The walk back home was quiet and I liked it. Most people are scared of silence whenever they are together but for us silence heals. We allowed the thoughts we hold dear of each other gently drown out the honk of the cars and chatter of the daytime and continued to walk arm-in-arm. As we neared the door to our place I noticed Jim check his pockets for the keys. After a couple of pats he let out an “Oh [insert word to show frustration here]” My eye brows fell and a frown began to grow. “What’s wrong Jim?” I asked hoping it wasn’t what I was thinking.
The look he gave me was enough to confirm my suspicions and I just freaked out. “No, no, no, no, no, no, no, Jim. We aren’t going back there. It’s already dark. W-W-We’re not going back to the sch-school. We aren’t Jim.” My rant had just began.


I heard her breathing get deeper.

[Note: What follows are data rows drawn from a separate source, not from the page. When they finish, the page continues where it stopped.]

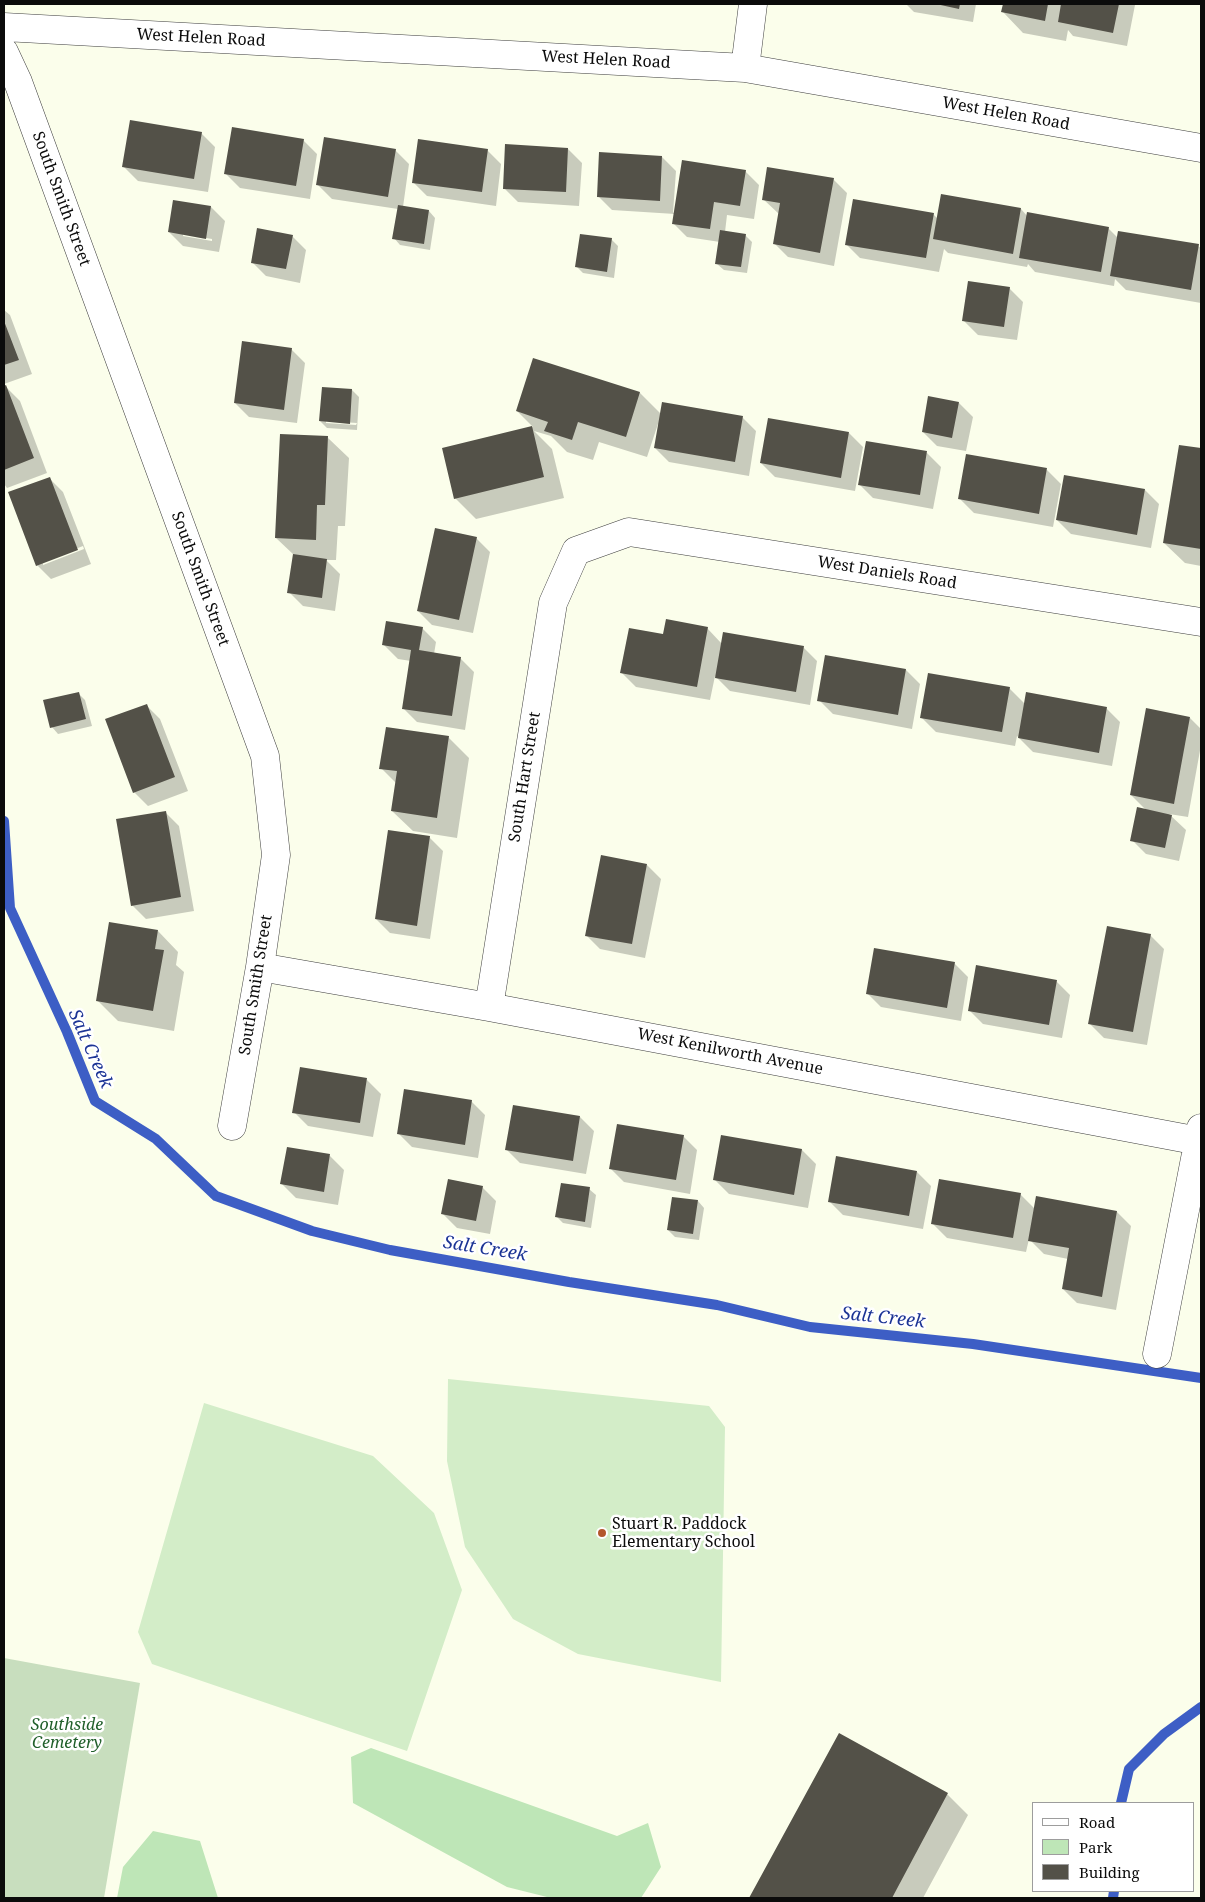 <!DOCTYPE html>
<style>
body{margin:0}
#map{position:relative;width:1205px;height:1902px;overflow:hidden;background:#fbfeeb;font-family:"Noto Serif",serif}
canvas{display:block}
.frame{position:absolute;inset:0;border:5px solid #0b0b0b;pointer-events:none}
.legend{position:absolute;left:1032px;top:1802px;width:162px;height:90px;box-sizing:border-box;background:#fff;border:1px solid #9d9d9d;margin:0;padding:6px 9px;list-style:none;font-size:15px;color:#0b0b0b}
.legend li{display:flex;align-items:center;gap:10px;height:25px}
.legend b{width:25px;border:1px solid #9d9d9d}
</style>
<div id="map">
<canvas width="1205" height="1902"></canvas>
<div class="frame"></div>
<ul class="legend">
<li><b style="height:6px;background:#fff"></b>Road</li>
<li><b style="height:14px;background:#bee6b7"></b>Park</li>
<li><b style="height:14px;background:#535148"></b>Building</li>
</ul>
</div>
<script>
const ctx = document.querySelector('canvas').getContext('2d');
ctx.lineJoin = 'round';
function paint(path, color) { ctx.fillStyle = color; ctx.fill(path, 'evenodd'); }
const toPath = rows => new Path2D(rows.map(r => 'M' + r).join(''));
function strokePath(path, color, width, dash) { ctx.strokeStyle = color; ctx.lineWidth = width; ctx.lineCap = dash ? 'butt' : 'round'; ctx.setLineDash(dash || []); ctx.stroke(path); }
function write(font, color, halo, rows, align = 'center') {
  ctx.font = font + ' "Noto Serif",serif'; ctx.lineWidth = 5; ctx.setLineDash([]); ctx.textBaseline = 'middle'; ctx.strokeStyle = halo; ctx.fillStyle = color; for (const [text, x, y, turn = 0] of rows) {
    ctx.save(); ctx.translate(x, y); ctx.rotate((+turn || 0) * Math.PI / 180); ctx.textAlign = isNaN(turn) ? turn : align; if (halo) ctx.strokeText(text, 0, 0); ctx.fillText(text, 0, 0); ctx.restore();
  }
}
paint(toPath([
 [371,1748,617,1836,648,1823,661,1867,641,1898,551,1898,507,1887,353,1803,351,1757],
 [153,1831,200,1841,218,1898,117,1898,123,1867]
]), '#bee6b7');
paint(toPath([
 [4,1658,140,1683,104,1898,4,1898]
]), '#c8debe');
paint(toPath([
 [448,1379,709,1406,725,1427,721,1682,578,1654,513,1619,465,1547,447,1461],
 [204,1403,373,1456,434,1513,462,1590,407,1751,152,1664,138,1632]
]), '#d3edc8');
paint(toPath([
 [906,4,976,4,973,22,914,12],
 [1004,4,1134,4,1135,5,1127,46,1073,36,1068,30,1066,41,1023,33,1003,12],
 [201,133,215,147,208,192,138,181,124,167],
 [303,140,317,154,310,199,240,188,226,174],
 [568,149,582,163,579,206,518,202,504,188],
 [395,150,409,164,403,207,429,211,435,218,430,250,400,245,394,238,398,209,332,199,318,185],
 [487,150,501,164,496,206,427,196,413,182],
 [662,157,676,171,673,213,745,171,759,185,754,219,727,215,725,232,745,235,752,242,747,273,724,270,717,264,720,242,687,237,673,223,675,214,612,210,598,196],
 [833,179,847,193,834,266,788,257,774,243,779,214,763,199],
 [942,195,1021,209,1028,217,1108,228,1118,238,1198,246,1201,248,1201,303,1126,290,1115,279,1114,286,1035,272,1028,264,1027,267,948,253,944,249,939,272,860,258,846,244,933,214,938,219],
 [174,201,211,207,225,221,219,252,183,246,169,232],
 [183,234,212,239,212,241,183,236],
 [292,236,306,250,300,283,266,276,252,262],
 [611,239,618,246,614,278,583,273,576,266],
 [1009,288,1023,302,1017,340,978,335,964,321],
 [4,310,10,315,32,374,4,384],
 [291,349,305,363,297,423,249,417,235,403],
 [534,360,640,393,661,414,742,417,756,431,749,476,669,462,655,448,659,424,658,424,647,457,599,442,593,460,567,452,551,436,534,431,552,449,564,498,476,519,455,498,443,449,533,427,517,411],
 [6,387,20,401,47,473,7,488,4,484,4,388],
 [352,390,359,397,357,430,327,428,320,421],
 [326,421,357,423,356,425,326,423],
 [929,398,959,403,973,417,966,451,937,446,923,432],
 [849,433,863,447,855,491,775,477,761,463],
 [328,438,349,458,345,526,338,526,336,560,326,560,340,574,335,611,303,606,289,592,294,555,276,538],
 [867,443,927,453,941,467,933,509,873,498,859,484],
 [1180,446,1201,450,1201,566,1185,563,1164,543],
 [1047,470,1061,484,1053,527,974,513,960,499],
 [49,478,63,492,91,564,51,579,37,565],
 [83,546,84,549,43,565,43,562],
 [1145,490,1159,504,1151,548,1071,534,1057,520],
 [476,538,490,552,473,633,432,625,418,611],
 [422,628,436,642,434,654,460,658,474,672,465,730,417,722,403,708,411,661,398,659,384,645],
 [707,628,722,644,803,647,817,661,810,705,730,691,715,676,710,700,636,687,622,673],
 [826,656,906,670,920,684,912,729,833,714,819,700],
 [1009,688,1025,704,1106,708,1120,722,1112,766,1033,752,1017,736,1015,746,936,732,922,718],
 [78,693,85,700,92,726,58,734,52,727],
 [146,705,160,719,188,791,148,806,134,792],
 [1190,718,1201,729,1201,745,1188,817,1169,814,1186,830,1179,861,1146,854,1132,840,1147,811,1131,795],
 [448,737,469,758,457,838,413,831,392,811,397,784,381,768],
 [165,812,179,826,194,911,146,919,132,905],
 [429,837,443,851,430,939,390,933,376,919],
 [647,865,661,879,645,958,600,949,586,935],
 [158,931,178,952,176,965,184,972,174,1031,118,1021,97,1000],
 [1150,935,1164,949,1147,1045,1104,1038,1090,1024],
 [954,963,968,977,961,1021,881,1007,867,993],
 [1056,981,1070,995,1062,1038,983,1024,969,1010],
 [367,1080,381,1094,373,1137,308,1126,294,1112],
 [471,1101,485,1115,478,1158,412,1147,398,1133],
 [580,1117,594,1131,586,1174,520,1163,506,1149],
 [683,1136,697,1150,690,1194,624,1182,610,1168],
 [722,1136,802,1150,816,1164,808,1208,729,1194,715,1180],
 [288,1148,330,1156,344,1170,338,1205,296,1198,282,1184],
 [917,1172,931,1186,923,1229,843,1215,829,1201],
 [482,1187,496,1201,490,1234,457,1228,443,1214],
 [589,1189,596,1195,591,1228,563,1223,556,1216],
 [1020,1194,1035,1209,1117,1212,1131,1226,1116,1310,1077,1303,1063,1289,1068,1259,1044,1254,1029,1239,1026,1252,947,1238,933,1224],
 [698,1201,704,1208,699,1240,675,1237,668,1230],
 [839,1735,947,1794,968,1815,923,1898,750,1898]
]), '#0003');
strokePath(toPath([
 [4,821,10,908,67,1032,95,1101,156,1139,216,1196,312,1231,390,1250,569,1282,717,1305,810,1327,973,1344,1201,1378],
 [1121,1803,1129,1769,1164,1734,1201,1707],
 [1113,1898,1114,1891]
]), '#3d5ec5', 10);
paint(toPath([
 [936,4,960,4,959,9],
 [1003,4,1048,4,1045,21,1001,12],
 [1061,4,1119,4,1113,33,1058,22],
 [130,120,202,132,194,179,122,167],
 [232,127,304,139,296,186,224,174],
 [324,137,396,149,388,197,316,185],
 [418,139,488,149,482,192,412,183],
 [505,144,568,148,566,192,503,189],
 [599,152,662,156,660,201,597,197],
 [682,160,746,170,740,206,714,202,710,229,672,224],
 [767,167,834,178,820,253,773,244,780,203,762,200],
 [941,194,1021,208,1013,254,933,239],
 [853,199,934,213,926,258,845,245],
 [173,200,211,206,206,239,168,232],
 [398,205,429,210,424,244,392,239],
 [1027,212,1109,227,1101,272,1019,258],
 [257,228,293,235,286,269,251,263],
 [720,230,746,234,741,267,715,264],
 [1118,231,1199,244,1191,290,1110,276],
 [580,234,612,238,607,272,575,267],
 [968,281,1010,287,1004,327,962,321],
 [4,321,19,360,4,365],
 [242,341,292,348,284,410,234,403],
 [533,358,640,392,626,437,578,422,572,440,544,431,548,422,516,411],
 [6,385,34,458,4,470,4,386],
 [322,387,352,389,350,424,319,421],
 [928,396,959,402,952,438,922,432],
 [662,402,743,416,735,462,654,448],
 [768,418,849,432,841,478,760,463],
 [532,426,544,477,454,499,442,448],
 [280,434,328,436,325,505,317,505,316,540,275,538],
 [866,441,927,451,920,495,858,485],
 [1179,445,1201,448,1201,549,1163,543],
 [966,454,1047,468,1039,514,958,499],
 [1064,475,1145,489,1137,535,1056,520],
 [50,477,78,550,36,566,8,492],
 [435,528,477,537,459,620,417,611],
 [293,554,327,559,322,598,287,593],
 [666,619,708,627,697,687,620,673,629,628,663,634],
 [386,621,423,627,419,650,461,657,452,716,402,709,411,650,382,645],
 [723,632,804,646,796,692,715,678],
 [825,655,906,669,898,715,817,701],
 [928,673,1010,687,1002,732,920,718],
 [79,692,86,719,50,728,43,700],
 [1026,692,1107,707,1099,753,1018,738],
 [147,704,175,777,133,793,105,719],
 [1146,708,1190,717,1174,804,1130,795],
 [386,727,449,736,437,818,391,811,397,771,379,769],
 [1137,807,1172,815,1165,848,1130,841],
 [166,811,181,897,131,906,116,819],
 [388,830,430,836,417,926,375,919],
 [601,855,647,864,632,944,585,936],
 [109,922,158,930,155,949,164,950,153,1011,96,1001],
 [1107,926,1151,934,1133,1032,1088,1024],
 [874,948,955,962,947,1008,866,994],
 [976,965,1057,980,1049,1025,968,1011],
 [300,1067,367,1078,360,1123,292,1113],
 [404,1089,472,1100,465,1145,397,1134],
 [513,1105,580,1116,573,1161,505,1150],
 [617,1124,684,1135,676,1180,609,1169],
 [721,1135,802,1149,794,1195,713,1180],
 [287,1147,330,1154,324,1192,280,1184],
 [836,1156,917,1171,909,1216,828,1202],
 [448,1179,483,1186,476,1221,441,1214],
 [939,1179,1021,1193,1013,1238,931,1224],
 [561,1183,590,1187,585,1222,555,1217],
 [1036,1196,1117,1211,1102,1297,1062,1289,1069,1248,1028,1241],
 [672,1197,698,1200,693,1234,667,1230],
 [839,1733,948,1793,892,1898,749,1898]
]), '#535148');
const minor = toPath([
 [4,27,745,68,1201,148],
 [4,52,18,82,265,756,276,855,260,967,232,1126],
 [745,68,753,4],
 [260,967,489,1007,1199,1141],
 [489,1007,553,603,576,551,629,532,1201,622],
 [1157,1354,1201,1128]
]);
strokePath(minor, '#3e3e3e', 29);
strokePath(minor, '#fff', 28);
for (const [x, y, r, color] of [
 [602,1533,5,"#b3572c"]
]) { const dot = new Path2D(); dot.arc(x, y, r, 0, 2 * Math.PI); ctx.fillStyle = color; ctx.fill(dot); strokePath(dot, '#fff', 2); }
write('16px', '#0b0b0b', '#fff', [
 ["West Helen Road",201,38,3],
 ["West Helen Road",606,60,3],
 ["West Helen Road",1006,114,10],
 ["South Smith Street",61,199,70],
 ["West Daniels Road",887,573,9],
 ["South Smith Street",200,579,70],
 ["South Hart Street",525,777,-81],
 ["South Smith Street",256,985,-81],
 ["West Kenilworth Avenue",730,1052,11]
]);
write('16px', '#0b0b0b', '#fff', [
 ["Stuart R. Paddock",612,1524],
 ["Elementary School",612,1542]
], 'left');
write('italic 16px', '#205f2a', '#fff', [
 ["Southside",67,1725],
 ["Cemetery",67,1743]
]);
write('italic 18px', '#1c3495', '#fff', [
 ["Salt Creek",90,1049,66],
 ["Salt Creek",485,1249,9],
 ["Salt Creek",883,1318,6]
]);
</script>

Tears began to race down her cheeks and her hands shook uncontrollably. “What have I done?” Earlier that day, I took out the key and waved it in front of her face and narrated that it is the key to my heart. And that it is because home is where the heart is. Now look where my silly jokes have landed us. “Jim, noooo, no, no” she continued. I shook myself out of my head and took off my shirt and wrapped it around her quickly. I said a lot of “it’s okays” and struggled to make her stop thinking whatever it was she was. We ended up on the floor, with my arms around her and our backs against the locked door. I whispered an ‘I love you’ just before I slept off too.
Her alarm woke us up at 4 : 30 AM. I opened my eyes to hers looking at me. She began to kiss me.